〜「地域産業集積活性化講演会」の講師を引き受けて〜
他にも町一番の会社、吉沢織物さんの工場見学や、休館日なのに特別に開けてもらった「十日町きもの歴史館」や、十日町市博物館など、実に沢山の所を訪問、見学させて頂き、大変よい勉強になりました。中でも、渡吉織物さんという伝統絣・すくい織の織元は、偶然にも昨年「男のきもの大全会」で乾杯の音頭を取って頂いた、落語家 桂 歌助さんのお母様のご実家でした。世の中意外と広いようで狭いもんです。
それにしても・・・
「ともかく、頼むからみんな、きものを着てってば!」
何を差し置いても、やはりそこから始めるしかないのでは?産地の皆さんは、いわゆるきもののパーツを生産していらっしゃるとも言えるわけですが、やはり完成品の着物を知るには、自分で着るしかないんじゃないでしょうか。期待を込めているという意味で、パーツ状態の出荷品で満足しないで欲しいのです。きものは仕立てて、さらに着てこそ初めて完成品と言えるのです。もっと自分で着れば絶対いいものが作れるはず。今まで気づかなかったもっと自由な着物が作れるはずなのです。

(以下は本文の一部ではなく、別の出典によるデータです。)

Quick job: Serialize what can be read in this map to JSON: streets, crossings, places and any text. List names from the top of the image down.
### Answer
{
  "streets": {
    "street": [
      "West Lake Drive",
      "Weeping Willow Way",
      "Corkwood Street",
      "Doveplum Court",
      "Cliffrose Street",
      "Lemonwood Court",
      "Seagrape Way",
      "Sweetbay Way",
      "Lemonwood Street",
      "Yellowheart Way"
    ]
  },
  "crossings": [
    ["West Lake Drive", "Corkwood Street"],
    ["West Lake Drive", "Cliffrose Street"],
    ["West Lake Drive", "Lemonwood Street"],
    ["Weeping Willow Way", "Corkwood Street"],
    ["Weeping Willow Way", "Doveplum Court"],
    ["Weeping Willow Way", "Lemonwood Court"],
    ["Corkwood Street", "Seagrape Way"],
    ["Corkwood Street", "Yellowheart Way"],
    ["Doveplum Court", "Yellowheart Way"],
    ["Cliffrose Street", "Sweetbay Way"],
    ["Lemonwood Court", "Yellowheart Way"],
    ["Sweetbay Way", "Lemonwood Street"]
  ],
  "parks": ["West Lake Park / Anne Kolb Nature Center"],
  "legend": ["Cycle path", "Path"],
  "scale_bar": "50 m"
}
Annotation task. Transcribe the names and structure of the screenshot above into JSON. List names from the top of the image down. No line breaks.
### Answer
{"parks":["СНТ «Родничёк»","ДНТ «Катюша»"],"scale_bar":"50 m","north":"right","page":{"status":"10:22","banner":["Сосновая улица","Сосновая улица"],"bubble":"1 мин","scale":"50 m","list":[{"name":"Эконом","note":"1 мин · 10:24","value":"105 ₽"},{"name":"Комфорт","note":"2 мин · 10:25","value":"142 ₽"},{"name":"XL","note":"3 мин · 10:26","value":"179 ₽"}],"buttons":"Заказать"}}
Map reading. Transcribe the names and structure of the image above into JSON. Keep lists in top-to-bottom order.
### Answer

十日町では、冬になると車道の雪を解かすための消雪パイプというのが多量の水を流すため、歩道を歩くと水しぶきを浴びせられるそうで、それを理由にお祭り以外は冬でもみんな、着物はほとんど着ないそうです。
いっそのこと、それならば・・・
「きもので儲けて、きもの専用道路を作っちゃえ!」
とにかく厳しいきもの業界ですが、十日町は想像していたよりもまだまだ元気な町でした。町中が家族のようなアットホームで居心地のよい町でもありました。町中にきものが溢れていて(目にはつかないけど)、お米も美味くて、水も美味くて、もちろんお酒も最高で、野菜は新鮮だし、空気もきれいだし、ほんとにもう、いうことなしです(雪の苦労さえなければ・・・^^;)。
とにかく、取り組み方次第で十分産業の活性化は図れるものと思えました。あれだけ「きもの」を誉めたのですから(^^;、夢と希望と誇りと野望を大きく持って、きものにもう一度花を咲かせましょう。
大いに期待しています!
十日町のみなさん、本当にどうもありがとうございました。